Auf Sprachförderung fixiert

■  Schulsenatorin will Fördermittel neu verteilen. Weniger Gelder für Schulsozialarbeit und kleine Klassen, mehr Sprachunterricht. Kreuzberg befürchtet Wegfall von 30 Stellen

LehrerInnen und Eltern aus sozial schwachen Gebieten befürchten, daß ab dem nächsten Schuljahr die Förderung von Kindern nichtdeutscher Herkunftssprache erheblich sinken wird und deshalb noch weniger deutsche Eltern ihre Kinder an den jeweiligen Schulen anmelden werden.

Der Grund: Die Schulverwaltung wird ab Herbst die Mittel für Sprachförderunterricht nach neuen Kriterien verteilen. Bisher bekamen Schulen, die einen Anteil von über 25 Prozent SchülerInnen nichtdeutscher Herkunftssprache hatten, zusätzliche Förderstunden. Für jeweils fünf Kinder gab es eine Lehrerstunde extra in der Woche. Außerdem wurden Stunden für Deutschkurse und Sozialarbeit für Schulen in sozial besonders schwachen Gebieten bereitgestellt. Dieser gesamte Förderkomplex hat in diesem Schuljahr 853 Lehrerstellen ausgemacht, für Kreuzberg sind es 65.

Im nächsten Schuljahr gibt es zwar 50 zusätzliche Stellen, doch nach dem Willen von Schulsenatorin Ingrid Stahmer (SPD) sollen die Förderstunden „zweckgebundener“ verteilt werden. Einziges Kriterium ist dann die Sprachfähigkeit, nicht mehr der Anteil der Kinder nichtdeutscher Herkunftssprache. Nur noch 141 Lehrerstellen sollen explizit für Sozialarbeit zur Verfügung gestellt werden. „Die deutsche Sprache ist der Schlüssel zur Integration“, begründet Stahmers Sprecherin Almuth Draeger die Neutrukturierung. Das bedeutet, daß künftig alle Schulen, egal wie viele Kinder nichtdeutscher Herkunftssprache dort lernen, Mittel für Sprachkurse beantragen können. „Es ist gut, daß die Schulverwaltung erkannt hat, daß auch in anderen Bezirken als in Kreuzberg oder Neukölln verstärkt Kinder gefördert werden müssen“, sagt Rolf Hänisch, Vorsitzender des Elternausschusses in Kreuzberg. „Doch dafür müssen insgesamt mehr Mittel bereitgestellt und nicht die Gelder umverteilt werden.“ Weiterhin kritisiert er, daß die Gelder zukünftig fast nur noch für Sprachunterricht verwandt werden sollen. „Dadurch werden die individuellen Förderkonzepte der einzelnen Schulen kaputtgemacht“, befürchtet Hänisch.
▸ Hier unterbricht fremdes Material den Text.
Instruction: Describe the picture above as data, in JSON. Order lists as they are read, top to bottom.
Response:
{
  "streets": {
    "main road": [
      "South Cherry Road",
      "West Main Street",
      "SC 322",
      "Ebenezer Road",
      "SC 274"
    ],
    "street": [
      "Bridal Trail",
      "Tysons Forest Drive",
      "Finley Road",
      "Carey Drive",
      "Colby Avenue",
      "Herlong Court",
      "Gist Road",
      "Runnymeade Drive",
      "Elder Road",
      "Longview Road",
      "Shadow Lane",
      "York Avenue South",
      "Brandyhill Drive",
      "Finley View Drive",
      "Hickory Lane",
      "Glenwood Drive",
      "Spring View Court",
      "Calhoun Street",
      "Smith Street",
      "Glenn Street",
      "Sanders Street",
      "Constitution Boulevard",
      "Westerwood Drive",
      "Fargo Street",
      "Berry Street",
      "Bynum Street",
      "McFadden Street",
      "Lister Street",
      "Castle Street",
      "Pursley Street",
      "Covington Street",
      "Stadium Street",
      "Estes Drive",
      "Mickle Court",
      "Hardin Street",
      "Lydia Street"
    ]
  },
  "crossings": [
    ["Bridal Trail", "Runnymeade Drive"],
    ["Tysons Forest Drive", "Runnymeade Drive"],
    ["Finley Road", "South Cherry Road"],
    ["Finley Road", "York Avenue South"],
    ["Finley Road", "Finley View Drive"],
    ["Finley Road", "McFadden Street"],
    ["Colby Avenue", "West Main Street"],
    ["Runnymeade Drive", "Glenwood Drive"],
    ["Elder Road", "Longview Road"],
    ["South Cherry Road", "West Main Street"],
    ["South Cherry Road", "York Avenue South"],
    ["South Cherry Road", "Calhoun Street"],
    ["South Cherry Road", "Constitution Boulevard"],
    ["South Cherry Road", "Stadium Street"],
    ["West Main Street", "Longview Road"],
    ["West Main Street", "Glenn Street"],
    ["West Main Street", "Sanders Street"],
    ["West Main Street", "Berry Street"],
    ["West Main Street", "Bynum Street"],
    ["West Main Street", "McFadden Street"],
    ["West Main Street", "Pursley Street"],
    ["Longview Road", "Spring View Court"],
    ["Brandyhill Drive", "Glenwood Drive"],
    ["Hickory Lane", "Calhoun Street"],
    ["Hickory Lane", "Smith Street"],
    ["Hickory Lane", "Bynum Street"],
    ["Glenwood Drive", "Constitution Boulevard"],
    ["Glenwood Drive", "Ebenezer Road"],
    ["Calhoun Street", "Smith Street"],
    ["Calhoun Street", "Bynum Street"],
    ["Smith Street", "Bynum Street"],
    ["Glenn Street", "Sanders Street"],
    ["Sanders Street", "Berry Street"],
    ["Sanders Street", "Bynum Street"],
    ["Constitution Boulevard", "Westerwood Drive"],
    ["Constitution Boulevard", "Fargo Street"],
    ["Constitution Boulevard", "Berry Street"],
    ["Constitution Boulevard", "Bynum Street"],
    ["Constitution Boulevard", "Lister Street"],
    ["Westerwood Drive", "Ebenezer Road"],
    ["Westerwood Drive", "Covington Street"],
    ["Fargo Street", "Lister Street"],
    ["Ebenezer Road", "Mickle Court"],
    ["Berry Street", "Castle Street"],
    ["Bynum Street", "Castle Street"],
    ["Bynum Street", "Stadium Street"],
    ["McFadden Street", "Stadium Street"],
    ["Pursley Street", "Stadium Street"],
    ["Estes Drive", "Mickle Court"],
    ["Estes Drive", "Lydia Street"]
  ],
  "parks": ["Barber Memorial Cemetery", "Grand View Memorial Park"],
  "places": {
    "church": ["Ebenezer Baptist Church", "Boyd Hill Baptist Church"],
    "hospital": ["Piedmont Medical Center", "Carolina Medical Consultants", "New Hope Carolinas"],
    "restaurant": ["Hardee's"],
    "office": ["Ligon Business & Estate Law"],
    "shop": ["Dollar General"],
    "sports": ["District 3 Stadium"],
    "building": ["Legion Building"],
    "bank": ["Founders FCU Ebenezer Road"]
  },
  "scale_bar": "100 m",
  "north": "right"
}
Er geht davon aus, daß im Kreuzberger Grundschulbereich 30 Stellen wegfallen werden.

Ähnlich sieht es Heidi Kölling, Schulleiterin der Niederlausitz-Grundschule in Kreuzberg: „Durch die neue Regelung wird das Profil unserer Schule bedroht.“ Auf der Schule wird ein Großteil der derzeitigen 40 Lehrerstunden dazu verwendet, kleinere Klassen einzurichten. Die Förderung der deutschen Sprache sei nicht das alleinige intergrative Element, kritisiert die Schulleiterin die zukünftige Fixierung auf Sprachunterricht. Die Kinder würden in den Sprachkursen „segregiert“. Kölling befürchtet, daß wegen der neuen Regelung noch mehr deutsche Eltern in andere Bezirke abwandern: „Bisher konnten wir sie halten, indem wir kleinere Klassen angeboten haben.“ Julia Naumann ‚/B‘Am Montag findet wegen der Neustrukturierung eine Demonstration Kreuzberger LehrerInnen statt. Sie startet um 13 Uhr von der Carl-von-Ossietzky-Gesamtschule in der Blücherstraße und geht zur Schulverwaltung in der Beuthstraße.